[[ Dataset, beginning ]]
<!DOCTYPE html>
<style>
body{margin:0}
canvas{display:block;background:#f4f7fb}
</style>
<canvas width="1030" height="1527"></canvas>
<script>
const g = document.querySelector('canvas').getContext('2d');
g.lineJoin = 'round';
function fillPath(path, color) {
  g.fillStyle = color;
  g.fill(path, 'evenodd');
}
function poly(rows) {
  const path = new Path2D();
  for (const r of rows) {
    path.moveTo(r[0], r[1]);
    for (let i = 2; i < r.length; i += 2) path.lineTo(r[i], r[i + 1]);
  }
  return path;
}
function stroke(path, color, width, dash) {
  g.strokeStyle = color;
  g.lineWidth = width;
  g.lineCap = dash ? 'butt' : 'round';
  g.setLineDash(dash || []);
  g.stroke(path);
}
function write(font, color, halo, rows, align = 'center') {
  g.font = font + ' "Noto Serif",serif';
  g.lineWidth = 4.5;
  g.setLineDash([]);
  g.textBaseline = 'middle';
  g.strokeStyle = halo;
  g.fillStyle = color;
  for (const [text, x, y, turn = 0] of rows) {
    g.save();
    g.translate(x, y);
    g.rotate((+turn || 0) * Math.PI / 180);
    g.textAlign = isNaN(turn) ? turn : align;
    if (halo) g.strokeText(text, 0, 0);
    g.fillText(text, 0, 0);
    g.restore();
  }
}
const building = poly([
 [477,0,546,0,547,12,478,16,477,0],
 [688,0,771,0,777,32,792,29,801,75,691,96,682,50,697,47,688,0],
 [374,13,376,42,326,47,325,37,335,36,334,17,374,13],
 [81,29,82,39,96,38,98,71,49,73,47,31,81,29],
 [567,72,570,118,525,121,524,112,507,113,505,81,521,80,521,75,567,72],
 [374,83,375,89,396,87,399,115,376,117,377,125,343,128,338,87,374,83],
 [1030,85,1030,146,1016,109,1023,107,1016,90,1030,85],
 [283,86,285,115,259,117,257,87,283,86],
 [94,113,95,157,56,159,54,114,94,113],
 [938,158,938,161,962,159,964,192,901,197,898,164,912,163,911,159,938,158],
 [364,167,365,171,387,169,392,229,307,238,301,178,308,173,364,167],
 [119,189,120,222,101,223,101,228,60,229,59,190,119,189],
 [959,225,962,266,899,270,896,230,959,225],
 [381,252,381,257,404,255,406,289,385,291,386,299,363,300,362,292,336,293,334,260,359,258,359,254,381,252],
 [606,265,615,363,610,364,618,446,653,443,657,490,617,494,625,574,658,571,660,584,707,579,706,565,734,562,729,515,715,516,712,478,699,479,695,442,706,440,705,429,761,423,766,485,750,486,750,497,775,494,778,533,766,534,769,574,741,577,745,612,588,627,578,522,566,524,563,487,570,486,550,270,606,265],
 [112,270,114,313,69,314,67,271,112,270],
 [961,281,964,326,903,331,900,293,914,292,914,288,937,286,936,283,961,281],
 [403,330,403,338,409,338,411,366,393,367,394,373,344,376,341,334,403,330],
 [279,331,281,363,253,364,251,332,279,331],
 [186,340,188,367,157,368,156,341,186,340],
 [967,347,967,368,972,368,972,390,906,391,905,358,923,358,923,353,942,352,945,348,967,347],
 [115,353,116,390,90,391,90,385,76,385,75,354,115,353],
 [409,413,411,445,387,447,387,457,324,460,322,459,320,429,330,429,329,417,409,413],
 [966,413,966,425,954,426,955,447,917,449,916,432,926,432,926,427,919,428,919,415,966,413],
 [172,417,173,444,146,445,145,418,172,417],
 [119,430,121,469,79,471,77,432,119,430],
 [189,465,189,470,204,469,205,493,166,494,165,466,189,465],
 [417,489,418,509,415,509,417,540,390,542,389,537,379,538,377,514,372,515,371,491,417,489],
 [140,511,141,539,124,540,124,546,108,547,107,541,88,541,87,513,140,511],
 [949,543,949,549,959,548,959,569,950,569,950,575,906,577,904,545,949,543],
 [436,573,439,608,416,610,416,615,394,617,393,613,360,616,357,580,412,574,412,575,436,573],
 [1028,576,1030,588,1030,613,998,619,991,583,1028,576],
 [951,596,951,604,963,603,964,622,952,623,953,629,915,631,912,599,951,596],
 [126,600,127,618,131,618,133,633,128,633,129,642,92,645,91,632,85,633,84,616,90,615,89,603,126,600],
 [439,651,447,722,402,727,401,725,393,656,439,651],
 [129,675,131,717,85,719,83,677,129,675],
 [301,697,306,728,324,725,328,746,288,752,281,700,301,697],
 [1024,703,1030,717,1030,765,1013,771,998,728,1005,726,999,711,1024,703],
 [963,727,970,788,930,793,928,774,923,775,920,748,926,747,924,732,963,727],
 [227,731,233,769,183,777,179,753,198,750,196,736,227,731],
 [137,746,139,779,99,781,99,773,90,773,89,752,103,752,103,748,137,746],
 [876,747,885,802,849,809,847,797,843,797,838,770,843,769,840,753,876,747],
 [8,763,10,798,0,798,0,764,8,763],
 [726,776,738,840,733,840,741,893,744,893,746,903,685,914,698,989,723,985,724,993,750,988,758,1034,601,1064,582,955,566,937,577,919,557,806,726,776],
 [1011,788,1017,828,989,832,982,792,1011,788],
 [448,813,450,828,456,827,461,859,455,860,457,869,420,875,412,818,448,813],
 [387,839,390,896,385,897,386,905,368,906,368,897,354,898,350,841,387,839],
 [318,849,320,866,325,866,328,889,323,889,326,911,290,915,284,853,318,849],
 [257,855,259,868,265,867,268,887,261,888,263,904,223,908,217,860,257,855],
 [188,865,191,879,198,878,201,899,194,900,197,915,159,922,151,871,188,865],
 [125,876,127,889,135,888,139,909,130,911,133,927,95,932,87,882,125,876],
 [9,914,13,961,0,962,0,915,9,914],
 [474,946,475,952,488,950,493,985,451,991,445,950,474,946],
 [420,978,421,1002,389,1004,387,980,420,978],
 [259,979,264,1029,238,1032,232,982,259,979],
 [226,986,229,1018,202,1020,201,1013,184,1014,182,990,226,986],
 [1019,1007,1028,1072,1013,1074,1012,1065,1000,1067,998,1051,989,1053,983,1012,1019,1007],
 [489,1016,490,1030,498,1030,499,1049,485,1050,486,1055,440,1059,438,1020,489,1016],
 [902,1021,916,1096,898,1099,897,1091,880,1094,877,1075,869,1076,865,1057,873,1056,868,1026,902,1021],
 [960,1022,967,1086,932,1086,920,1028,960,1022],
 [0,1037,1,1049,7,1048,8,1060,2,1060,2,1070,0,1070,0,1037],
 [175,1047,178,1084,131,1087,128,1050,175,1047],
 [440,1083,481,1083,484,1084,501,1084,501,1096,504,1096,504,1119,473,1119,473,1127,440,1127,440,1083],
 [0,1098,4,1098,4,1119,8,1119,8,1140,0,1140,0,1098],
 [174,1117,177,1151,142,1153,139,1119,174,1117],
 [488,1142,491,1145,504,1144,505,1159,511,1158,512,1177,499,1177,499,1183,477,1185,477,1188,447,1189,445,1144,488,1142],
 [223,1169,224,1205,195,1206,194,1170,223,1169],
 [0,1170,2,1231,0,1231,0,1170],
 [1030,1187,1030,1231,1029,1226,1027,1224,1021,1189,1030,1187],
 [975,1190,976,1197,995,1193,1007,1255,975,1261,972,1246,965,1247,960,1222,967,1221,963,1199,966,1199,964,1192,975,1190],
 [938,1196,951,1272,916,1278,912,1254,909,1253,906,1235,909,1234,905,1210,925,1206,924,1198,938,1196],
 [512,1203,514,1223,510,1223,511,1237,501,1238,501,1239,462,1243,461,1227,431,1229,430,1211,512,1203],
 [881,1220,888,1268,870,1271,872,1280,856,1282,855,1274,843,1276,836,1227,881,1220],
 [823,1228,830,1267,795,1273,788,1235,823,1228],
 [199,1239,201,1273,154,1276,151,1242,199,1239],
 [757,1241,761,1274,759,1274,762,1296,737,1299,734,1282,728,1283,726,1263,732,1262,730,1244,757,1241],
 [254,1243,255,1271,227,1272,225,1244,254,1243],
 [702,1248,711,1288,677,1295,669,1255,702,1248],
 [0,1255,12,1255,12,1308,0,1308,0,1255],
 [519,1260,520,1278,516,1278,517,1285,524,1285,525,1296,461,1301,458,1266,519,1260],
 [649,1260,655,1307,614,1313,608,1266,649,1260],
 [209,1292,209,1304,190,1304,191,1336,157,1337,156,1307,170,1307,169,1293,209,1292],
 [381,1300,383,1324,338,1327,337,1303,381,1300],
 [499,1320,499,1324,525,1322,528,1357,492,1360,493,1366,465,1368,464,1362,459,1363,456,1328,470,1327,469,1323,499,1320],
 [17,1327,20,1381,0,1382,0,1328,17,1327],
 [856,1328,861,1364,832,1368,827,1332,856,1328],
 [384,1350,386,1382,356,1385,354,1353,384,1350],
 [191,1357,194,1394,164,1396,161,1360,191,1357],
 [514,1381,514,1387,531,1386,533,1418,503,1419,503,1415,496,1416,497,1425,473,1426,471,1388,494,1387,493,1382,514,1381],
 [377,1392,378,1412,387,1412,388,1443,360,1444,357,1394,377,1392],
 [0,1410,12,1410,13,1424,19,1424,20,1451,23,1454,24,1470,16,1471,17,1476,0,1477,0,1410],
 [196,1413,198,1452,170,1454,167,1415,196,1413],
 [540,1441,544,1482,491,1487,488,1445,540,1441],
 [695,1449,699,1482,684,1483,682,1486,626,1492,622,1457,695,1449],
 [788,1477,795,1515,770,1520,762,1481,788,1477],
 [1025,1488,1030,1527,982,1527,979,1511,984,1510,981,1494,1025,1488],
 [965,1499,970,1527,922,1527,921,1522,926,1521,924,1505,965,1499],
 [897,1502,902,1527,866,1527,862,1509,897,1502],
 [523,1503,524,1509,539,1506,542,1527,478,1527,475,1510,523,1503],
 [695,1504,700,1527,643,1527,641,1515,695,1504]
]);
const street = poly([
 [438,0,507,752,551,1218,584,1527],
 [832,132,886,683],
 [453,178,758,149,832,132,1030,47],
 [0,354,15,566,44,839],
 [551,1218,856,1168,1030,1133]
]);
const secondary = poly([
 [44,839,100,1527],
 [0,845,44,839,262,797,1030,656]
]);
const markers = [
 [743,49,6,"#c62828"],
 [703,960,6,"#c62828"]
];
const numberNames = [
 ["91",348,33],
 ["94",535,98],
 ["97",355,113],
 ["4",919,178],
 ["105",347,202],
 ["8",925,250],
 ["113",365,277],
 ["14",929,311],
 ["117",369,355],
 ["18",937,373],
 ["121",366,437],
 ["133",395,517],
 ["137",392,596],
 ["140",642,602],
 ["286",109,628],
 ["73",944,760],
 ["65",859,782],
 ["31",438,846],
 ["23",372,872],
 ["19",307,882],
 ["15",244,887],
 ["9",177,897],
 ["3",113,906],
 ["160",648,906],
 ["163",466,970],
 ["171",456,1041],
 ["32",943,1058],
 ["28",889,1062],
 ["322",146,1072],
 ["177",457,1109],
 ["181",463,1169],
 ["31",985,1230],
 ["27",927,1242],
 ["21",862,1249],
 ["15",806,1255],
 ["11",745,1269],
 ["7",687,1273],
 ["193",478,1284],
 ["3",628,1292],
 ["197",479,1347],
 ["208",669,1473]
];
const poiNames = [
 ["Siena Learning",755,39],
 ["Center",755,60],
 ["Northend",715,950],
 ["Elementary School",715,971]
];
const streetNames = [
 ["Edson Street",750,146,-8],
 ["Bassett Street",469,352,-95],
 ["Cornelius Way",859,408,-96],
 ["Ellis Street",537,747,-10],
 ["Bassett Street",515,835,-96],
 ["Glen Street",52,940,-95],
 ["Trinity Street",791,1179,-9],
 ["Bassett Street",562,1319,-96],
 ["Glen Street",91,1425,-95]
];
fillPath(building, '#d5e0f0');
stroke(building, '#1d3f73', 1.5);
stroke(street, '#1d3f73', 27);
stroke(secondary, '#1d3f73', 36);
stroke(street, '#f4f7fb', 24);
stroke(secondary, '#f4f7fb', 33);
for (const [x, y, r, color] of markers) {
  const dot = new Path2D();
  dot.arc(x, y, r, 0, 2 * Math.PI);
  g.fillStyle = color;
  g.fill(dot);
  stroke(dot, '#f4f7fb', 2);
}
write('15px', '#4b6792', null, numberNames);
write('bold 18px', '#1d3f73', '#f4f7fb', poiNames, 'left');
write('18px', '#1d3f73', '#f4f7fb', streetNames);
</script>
[[ Dataset, end ]]
*Task statement*
The lines holding the string "rows" are what is needed from the material above.

*Written reply*
function poly(rows) {
  for (const r of rows) {
function write(font, color, halo, rows, align = 'center') {
  for (const [text, x, y, turn = 0] of rows) {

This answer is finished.